More than half of U.S. radiologists practice mainly as generalists, yet those who fit this description dedicate, on average, one-third of their work time to a single subspecialty, according to a study conducted by Harvey L. Neiman Health Policy Institute researchers and published online Nov. 27 in Radiology.
The findings may have ramifications for reimbursement, as CMS’s Quality Payment Program has been working to develop quality metrics based largely on subspecialty-level activities and so may need to refine its categorization criteria, the researchers suggest.
Drawing from the Medicare Physician and Other Supplier Public Use file and other publicly available data sources, Andrew Rosenkrantz, MD, MPA, of New York University and colleagues identified 33,090 radiologists who billed for professional services between 2012 and 2014.
The team used a validated classification system to map services to seven subspecialties and quantify subspecialty-focused effort on the basis of work relative value units (RVUs).

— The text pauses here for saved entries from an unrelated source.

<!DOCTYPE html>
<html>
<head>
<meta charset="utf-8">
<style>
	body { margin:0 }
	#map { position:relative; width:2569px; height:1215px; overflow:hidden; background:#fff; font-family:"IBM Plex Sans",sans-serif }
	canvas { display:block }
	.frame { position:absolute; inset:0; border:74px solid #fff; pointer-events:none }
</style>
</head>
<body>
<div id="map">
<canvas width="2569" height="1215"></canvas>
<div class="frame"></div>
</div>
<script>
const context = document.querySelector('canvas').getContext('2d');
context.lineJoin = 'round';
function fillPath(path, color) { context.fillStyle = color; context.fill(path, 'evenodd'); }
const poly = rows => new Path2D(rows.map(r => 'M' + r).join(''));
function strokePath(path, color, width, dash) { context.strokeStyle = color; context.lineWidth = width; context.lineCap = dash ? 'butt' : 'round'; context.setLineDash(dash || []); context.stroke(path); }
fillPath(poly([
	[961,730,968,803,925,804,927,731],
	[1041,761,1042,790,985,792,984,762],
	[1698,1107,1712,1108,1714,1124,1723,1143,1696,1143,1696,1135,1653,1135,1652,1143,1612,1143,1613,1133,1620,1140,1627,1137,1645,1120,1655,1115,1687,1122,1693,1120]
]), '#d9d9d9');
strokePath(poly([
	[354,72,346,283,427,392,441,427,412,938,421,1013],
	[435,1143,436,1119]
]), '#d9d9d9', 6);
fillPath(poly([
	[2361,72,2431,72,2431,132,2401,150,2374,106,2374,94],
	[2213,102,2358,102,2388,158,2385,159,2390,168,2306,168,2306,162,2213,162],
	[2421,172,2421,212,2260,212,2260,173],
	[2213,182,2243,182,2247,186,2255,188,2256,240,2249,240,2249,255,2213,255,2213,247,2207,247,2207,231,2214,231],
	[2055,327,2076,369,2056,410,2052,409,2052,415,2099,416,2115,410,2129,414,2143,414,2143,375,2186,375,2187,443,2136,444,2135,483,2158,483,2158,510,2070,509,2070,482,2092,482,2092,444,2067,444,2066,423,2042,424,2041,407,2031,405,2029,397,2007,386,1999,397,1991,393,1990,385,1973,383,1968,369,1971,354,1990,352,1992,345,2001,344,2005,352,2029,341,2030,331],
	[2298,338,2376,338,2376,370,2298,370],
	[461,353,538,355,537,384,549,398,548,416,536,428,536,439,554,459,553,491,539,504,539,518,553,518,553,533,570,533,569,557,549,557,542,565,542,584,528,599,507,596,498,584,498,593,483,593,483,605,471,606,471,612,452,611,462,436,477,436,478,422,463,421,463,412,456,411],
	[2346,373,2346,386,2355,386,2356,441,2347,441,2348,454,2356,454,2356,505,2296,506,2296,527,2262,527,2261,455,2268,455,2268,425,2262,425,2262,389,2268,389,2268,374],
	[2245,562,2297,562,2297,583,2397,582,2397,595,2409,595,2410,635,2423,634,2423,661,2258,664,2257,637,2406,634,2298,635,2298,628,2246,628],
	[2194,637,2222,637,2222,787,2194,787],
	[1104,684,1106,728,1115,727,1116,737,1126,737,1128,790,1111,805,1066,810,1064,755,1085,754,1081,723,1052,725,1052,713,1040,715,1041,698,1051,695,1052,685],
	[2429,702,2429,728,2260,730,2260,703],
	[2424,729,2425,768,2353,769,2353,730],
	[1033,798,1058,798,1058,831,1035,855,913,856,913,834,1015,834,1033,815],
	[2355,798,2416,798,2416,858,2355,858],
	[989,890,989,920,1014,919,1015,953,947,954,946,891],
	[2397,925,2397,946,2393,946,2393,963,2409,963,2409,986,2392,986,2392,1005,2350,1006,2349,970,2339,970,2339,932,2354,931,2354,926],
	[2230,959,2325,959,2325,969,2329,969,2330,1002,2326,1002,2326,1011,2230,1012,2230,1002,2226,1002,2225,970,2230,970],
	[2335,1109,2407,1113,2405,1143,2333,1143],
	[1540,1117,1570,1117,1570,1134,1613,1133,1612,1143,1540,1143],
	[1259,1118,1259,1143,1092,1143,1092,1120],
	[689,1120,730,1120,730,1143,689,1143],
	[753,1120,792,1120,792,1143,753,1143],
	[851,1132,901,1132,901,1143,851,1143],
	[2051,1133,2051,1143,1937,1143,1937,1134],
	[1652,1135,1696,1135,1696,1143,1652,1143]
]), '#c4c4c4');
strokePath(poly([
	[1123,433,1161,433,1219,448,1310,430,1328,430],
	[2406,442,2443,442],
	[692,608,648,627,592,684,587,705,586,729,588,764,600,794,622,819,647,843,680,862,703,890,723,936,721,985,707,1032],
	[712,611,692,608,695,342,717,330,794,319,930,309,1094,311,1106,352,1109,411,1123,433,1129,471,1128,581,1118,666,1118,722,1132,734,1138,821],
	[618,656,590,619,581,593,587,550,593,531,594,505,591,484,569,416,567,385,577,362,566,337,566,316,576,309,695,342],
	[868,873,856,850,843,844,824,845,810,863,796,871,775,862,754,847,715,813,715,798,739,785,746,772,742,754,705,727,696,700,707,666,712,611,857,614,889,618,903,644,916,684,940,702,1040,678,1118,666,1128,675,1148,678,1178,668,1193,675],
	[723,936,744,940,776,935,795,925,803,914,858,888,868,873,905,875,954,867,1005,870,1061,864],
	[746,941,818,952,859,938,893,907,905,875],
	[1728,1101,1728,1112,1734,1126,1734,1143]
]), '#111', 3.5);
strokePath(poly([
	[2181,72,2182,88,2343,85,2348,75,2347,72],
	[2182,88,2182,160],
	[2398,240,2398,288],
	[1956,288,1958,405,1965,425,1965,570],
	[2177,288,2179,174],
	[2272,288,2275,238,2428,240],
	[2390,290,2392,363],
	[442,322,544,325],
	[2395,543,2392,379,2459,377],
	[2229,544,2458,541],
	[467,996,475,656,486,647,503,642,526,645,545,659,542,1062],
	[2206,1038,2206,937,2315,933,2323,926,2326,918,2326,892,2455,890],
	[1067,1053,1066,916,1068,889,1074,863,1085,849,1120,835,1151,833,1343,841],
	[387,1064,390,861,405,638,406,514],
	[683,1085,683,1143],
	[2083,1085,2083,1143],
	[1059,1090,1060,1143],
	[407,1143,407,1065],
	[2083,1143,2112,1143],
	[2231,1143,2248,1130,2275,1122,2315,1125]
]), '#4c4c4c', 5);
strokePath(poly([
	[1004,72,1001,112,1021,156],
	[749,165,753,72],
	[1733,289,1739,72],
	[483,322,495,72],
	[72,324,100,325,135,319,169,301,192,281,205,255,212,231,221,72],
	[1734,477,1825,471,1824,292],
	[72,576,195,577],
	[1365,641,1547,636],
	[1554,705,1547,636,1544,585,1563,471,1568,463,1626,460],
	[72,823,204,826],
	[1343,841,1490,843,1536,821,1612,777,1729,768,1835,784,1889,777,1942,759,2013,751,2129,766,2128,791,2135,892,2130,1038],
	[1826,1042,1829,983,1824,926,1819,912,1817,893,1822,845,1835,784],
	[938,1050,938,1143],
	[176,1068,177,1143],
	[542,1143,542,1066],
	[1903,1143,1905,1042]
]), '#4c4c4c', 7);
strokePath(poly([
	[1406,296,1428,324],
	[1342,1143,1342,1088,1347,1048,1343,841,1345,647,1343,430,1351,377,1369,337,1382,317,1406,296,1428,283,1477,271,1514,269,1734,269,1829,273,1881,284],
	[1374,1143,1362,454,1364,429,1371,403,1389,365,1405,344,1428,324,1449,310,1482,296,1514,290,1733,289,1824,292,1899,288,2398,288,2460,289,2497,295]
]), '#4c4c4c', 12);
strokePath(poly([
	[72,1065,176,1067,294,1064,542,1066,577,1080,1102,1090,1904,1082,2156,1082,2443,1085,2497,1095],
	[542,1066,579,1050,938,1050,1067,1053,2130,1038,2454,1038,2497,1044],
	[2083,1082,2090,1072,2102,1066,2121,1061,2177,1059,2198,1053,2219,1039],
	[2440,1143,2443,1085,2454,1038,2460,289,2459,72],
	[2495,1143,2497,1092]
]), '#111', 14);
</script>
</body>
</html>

They designated radiologists with more than half of their billed work RVUs in a single subspecialty as subspecialists and all others as generalists.
Among the authors’ other key findings:
- Subspecialization is more common among radiologists who are women, are earlier in their careers, work in larger practices, have academic affiliations and practice in the Northeast.
- Among radiologists practicing as majority subspecialists, neuroradiologists (10.1 percent of all radiologists) and breast imagers (8.4 percent) are most common.
- An academic affiliation is the strongest independent predictor of radiologist subspecialization.
In a news release sent by the American College of Radiology, of which the Nieman organization is a part, senior study author Richard Duszak, MD, notes that CMS currently recognizes only interventional radiology and nuclear medicine as distinct specialties within radiology. All other radiologists, he adds, are generically characterized as diagnostic radiologists.
“That simple grouping system limits the utility of existing CMS physician directory files to evaluate subspecialty work characteristics,” Duszak adds. “Definitions based on methodologies such as ours could potentially be leveraged by CMS as it seeks to promote subspecialty-based metrics in its efforts to advance value-based payments.”